Bug 1741678

Summary: udevd attempts to rename VLAN devices to the name of the base interface
Product: [Fedora] Fedora Reporter: Chris Siebenmann <cks-rhbugzilla>
Component: systemdAssignee: systemd-maint
Status: CLOSED EOL QA Contact: Fedora Extras Quality Assurance <extras-qa>
Severity: unspecified Docs Contact:
Priority: unspecified    
Version: 30CC: lnykryn, msekleta, s, steved424, systemd-maint, zbyszek
Target Milestone: ---   
Target Release: ---   
Hardware: Unspecified   
OS: Unspecified   
Whiteboard:
Fixed In Version: Doc Type: If docs needed, set a value
Doc Text:
Story Points: ---
Clone Of: Environment:
Last Closed: 2020-05-26 18:39:44 UTC Type: Bug
Regression: --- Mount Type: ---
Documentation: --- CRM:
Verified Versions: Category: ---
oVirt Team: --- RHEL 7.3 requirements from Atomic Host:
Cloudforms Team: --- Target Upstream Version:
Embargoed:
Attachments:
Description Flags
output from 'systemd-analyze cat-config udev/rules.d'
none
output from 'SYSTEMD_LOG_LEVEL=debug udevadm test /sys/class/net/em-dev2' none

Description Chris Siebenmann 2019-08-15 19:39:29 UTC
Description of problem:
I have VLANs on top of a physical network, managed by networkd. In Fedora 30,
which I just upgraded to, something in the stack of systemd, networkd, and
udevd attempts to rename all of my VLAN devices (eg 'em-dev2') to the name
of the underlying physical device ('em0'). Naturally this fails, since the
underlying physical device is already using the name. One consequence of
this failure is that a 'sys-subsystem-net-devices-<name>.device' systemd
unit never appears for the VLAN devices, so any other units that depend
on those units fail (they may depend on them so that they can delay
starting until my VLANs are set up, for example).

This doesn't appear to depend on the specific form of the VLAN network
names; in the process of attempting to deal with this, I renamed them
from a 'em0.151' form to 'em-dev2'.

The devices are fully configured despite this problem, with IP addresses
and so on. I am not certain if there are other side effects beyond the
systemd unit failure.

This very much did not happen in Fedora 29.

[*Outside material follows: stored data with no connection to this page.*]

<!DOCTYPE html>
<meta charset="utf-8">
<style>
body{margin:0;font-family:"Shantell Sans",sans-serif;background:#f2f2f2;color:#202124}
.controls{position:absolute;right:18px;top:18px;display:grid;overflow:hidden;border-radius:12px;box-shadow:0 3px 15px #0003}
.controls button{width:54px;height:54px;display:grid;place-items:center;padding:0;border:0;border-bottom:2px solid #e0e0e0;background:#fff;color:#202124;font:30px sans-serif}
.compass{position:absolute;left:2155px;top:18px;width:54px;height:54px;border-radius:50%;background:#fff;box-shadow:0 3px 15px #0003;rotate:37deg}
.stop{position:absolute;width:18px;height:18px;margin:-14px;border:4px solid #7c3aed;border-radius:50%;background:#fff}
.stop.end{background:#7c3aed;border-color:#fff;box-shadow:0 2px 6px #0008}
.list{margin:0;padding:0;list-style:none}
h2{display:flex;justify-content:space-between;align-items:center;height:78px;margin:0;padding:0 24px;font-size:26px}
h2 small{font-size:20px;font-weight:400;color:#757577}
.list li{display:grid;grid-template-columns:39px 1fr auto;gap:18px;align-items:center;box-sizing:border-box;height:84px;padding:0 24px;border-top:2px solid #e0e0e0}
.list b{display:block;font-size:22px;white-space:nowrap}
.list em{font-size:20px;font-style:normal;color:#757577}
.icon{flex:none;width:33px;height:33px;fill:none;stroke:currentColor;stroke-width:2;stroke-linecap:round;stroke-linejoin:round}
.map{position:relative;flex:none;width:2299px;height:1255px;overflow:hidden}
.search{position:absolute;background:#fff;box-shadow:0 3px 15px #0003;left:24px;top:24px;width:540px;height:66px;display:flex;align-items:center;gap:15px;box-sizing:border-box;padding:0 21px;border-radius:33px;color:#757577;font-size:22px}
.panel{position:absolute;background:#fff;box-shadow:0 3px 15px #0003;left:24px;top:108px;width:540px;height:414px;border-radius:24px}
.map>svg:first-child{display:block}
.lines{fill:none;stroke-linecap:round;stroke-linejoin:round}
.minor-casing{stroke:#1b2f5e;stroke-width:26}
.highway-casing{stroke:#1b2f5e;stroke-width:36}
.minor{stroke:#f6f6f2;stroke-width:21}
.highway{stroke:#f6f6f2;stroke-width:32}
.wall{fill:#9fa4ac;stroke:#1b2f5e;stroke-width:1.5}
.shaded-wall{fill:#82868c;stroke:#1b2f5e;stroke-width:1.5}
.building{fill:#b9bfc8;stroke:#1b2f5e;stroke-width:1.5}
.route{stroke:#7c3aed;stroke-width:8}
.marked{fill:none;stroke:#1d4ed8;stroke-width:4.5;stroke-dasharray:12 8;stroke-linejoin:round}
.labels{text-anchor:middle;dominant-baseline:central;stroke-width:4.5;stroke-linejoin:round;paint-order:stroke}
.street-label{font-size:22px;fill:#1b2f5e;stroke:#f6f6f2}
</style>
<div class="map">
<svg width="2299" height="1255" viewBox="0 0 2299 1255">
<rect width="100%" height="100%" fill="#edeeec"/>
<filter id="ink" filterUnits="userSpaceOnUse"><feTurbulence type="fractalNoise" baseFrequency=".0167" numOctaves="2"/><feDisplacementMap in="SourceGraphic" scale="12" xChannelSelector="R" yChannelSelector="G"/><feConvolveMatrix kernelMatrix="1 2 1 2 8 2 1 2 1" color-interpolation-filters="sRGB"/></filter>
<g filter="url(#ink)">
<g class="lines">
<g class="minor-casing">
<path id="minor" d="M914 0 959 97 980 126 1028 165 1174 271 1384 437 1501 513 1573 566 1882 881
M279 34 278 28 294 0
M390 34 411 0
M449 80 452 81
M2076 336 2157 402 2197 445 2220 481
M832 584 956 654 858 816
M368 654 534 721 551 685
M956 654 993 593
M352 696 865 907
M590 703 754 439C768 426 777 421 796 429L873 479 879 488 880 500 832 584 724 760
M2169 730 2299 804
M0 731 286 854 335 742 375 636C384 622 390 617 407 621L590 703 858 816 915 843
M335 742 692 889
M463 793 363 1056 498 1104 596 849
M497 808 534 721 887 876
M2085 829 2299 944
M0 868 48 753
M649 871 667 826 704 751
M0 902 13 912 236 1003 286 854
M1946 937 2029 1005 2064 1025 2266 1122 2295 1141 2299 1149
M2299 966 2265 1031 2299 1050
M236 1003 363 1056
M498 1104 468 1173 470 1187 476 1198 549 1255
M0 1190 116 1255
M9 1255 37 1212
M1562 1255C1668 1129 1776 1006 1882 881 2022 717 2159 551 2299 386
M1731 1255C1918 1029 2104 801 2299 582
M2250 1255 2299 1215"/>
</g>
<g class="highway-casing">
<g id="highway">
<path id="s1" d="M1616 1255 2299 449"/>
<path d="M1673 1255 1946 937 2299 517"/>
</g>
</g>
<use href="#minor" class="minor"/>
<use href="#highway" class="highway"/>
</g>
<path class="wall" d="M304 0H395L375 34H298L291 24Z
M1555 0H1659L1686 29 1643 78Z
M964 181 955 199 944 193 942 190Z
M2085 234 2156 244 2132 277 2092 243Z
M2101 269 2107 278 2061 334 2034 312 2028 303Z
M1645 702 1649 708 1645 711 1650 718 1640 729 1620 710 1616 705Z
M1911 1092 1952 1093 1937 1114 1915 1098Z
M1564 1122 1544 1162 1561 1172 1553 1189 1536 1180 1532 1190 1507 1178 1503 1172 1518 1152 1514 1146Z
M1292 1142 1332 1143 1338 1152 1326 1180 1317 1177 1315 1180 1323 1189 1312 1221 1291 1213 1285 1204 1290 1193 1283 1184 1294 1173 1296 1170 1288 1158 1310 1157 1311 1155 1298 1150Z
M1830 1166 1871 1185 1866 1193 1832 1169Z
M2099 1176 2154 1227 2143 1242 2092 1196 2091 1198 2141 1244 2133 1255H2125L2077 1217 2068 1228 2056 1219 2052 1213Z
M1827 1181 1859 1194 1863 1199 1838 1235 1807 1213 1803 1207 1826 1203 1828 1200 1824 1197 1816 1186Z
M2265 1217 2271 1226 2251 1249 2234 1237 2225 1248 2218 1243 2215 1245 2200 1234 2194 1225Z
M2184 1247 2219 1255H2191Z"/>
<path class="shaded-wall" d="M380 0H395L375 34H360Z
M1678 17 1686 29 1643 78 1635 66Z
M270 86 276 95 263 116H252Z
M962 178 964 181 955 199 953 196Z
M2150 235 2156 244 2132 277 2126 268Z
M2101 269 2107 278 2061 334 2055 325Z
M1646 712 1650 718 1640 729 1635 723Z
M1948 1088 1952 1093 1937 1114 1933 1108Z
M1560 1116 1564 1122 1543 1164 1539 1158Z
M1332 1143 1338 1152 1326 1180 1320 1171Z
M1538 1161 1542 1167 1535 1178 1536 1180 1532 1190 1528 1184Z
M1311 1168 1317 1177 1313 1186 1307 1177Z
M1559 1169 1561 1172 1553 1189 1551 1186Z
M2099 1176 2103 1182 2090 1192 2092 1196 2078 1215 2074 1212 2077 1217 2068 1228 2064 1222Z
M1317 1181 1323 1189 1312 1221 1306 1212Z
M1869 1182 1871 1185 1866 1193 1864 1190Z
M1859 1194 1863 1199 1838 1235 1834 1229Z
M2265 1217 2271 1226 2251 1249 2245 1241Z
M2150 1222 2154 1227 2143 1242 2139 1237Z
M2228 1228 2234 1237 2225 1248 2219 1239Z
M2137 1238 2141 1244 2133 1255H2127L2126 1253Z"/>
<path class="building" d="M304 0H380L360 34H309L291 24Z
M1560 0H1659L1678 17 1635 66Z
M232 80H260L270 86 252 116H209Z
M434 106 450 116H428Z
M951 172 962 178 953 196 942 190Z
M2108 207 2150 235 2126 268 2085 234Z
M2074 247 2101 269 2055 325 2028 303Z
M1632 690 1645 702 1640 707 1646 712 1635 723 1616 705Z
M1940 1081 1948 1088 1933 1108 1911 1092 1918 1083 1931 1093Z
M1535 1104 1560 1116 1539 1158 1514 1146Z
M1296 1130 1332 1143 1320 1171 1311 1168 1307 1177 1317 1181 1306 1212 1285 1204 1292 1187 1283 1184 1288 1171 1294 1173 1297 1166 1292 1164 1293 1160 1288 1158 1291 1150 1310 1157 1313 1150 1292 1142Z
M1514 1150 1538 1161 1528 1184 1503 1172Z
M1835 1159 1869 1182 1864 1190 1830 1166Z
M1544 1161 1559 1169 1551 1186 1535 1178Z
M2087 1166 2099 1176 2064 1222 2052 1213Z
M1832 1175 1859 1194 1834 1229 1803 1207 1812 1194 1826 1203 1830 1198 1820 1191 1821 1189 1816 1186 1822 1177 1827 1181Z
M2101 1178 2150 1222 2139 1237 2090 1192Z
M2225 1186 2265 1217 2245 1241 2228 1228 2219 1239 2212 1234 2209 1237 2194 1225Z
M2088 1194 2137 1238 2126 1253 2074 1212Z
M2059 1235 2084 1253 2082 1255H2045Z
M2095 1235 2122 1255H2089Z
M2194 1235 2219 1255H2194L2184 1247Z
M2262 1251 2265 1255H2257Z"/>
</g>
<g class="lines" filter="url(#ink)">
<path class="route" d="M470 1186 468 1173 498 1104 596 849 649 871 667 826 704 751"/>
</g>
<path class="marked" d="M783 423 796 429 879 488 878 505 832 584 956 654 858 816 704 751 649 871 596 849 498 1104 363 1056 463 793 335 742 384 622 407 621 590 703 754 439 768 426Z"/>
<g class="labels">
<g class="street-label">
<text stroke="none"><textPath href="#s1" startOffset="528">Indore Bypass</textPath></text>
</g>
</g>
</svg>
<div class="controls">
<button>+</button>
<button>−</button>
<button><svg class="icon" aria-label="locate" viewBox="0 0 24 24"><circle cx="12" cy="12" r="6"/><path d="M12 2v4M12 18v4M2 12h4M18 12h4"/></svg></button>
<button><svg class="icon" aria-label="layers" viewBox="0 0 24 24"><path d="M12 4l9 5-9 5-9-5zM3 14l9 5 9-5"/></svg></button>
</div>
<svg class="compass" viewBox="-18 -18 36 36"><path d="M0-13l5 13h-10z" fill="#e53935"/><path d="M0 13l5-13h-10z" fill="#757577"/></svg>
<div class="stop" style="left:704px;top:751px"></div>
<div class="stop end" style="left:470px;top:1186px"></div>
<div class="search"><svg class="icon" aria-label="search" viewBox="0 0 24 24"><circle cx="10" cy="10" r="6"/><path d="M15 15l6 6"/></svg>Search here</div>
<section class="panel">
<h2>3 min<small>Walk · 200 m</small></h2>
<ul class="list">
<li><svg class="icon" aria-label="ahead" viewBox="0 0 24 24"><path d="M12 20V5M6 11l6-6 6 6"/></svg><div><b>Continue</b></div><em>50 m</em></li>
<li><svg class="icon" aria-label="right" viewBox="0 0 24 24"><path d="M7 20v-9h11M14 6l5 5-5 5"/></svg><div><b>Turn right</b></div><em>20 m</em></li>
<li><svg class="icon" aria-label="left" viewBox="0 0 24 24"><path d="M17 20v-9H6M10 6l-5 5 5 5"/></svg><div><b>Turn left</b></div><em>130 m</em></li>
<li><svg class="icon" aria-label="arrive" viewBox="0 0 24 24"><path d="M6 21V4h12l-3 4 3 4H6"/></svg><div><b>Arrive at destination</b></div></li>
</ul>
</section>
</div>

Version-Release number of selected component (if applicable):

systemd-udev-241-10.git511646b.fc30.x86_64
systemd-241-10.git511646b.fc30.x86_64

How reproducible:

Completely. It happens every time the system boots.

Actual results:

Log messages of the form:
Aug 15 15:08:58 hawkwind.cs systemd-udevd[1082]: link_config: autonegotiation is unset or enabled, the speed and duplex are not writable.
Aug 15 15:08:58 haAug 15 15:08:58 hawkwind.cs systemd-udevd[1082]: Using default interface naming scheme 'v240'.
wkwind.cs systemd-udevd[1082]: em-dev2: Failed to rename network interface 4 from 'em-dev2' to 'em0': File exists

Despite this error, systemd-networkd will later report 'em-dev2: netdev ready'.

Additional information:

'udevadm info /sys/class/net/em-dev2' reports:
P: /devices/virtual/net/em-dev2
L: 0
E: DEVPATH=/devices/virtual/net/em-dev2
E: DEVTYPE=vlan
E: INTERFACE=em-dev2
E: IFINDEX=4
E: SUBSYSTEM=net
E: USEC_INITIALIZED=6992333
E: ID_MM_CANDIDATE=1
E: ID_NET_DRIVER=802.1Q VLAN Support
E: ID_NET_LINK_FILE=/etc/systemd/network/10-em0-amd.link
E: ID_NET_NAME=em0
E: SYSTEMD_ALIAS=/sys/subsystem/net/devices/em0
E: TAGS=:systemd:

It may be relevant that my base device has multiple VLANs and an assigned IP
address (for untagged traffic). I also set 'biosdevname=0' on the kernel
command line; networkd finds the interface it will name em0 by MAC address.

Comment 1 Zbigniew Jędrzejewski-Szmek 2019-12-21 17:10:07 UTC
I think this is most likely caused by some "rogue" udev rule provided externally.
Please attach the output of "systemd-analyze cat-config udev/rules.d"
and "sudo SYSTEMD_LOG_LEVEL=debug udevadm test /sys/class/net/em-dev2".

Comment 2 Chris Siebenmann 2019-12-24 21:28:44 UTC
I've upgraded to Fedora 31 since this report, but the issue appears to still be present based on the 'failed to rename' messages still being present in journalctl logs. I'll attach the two files of output to this issue.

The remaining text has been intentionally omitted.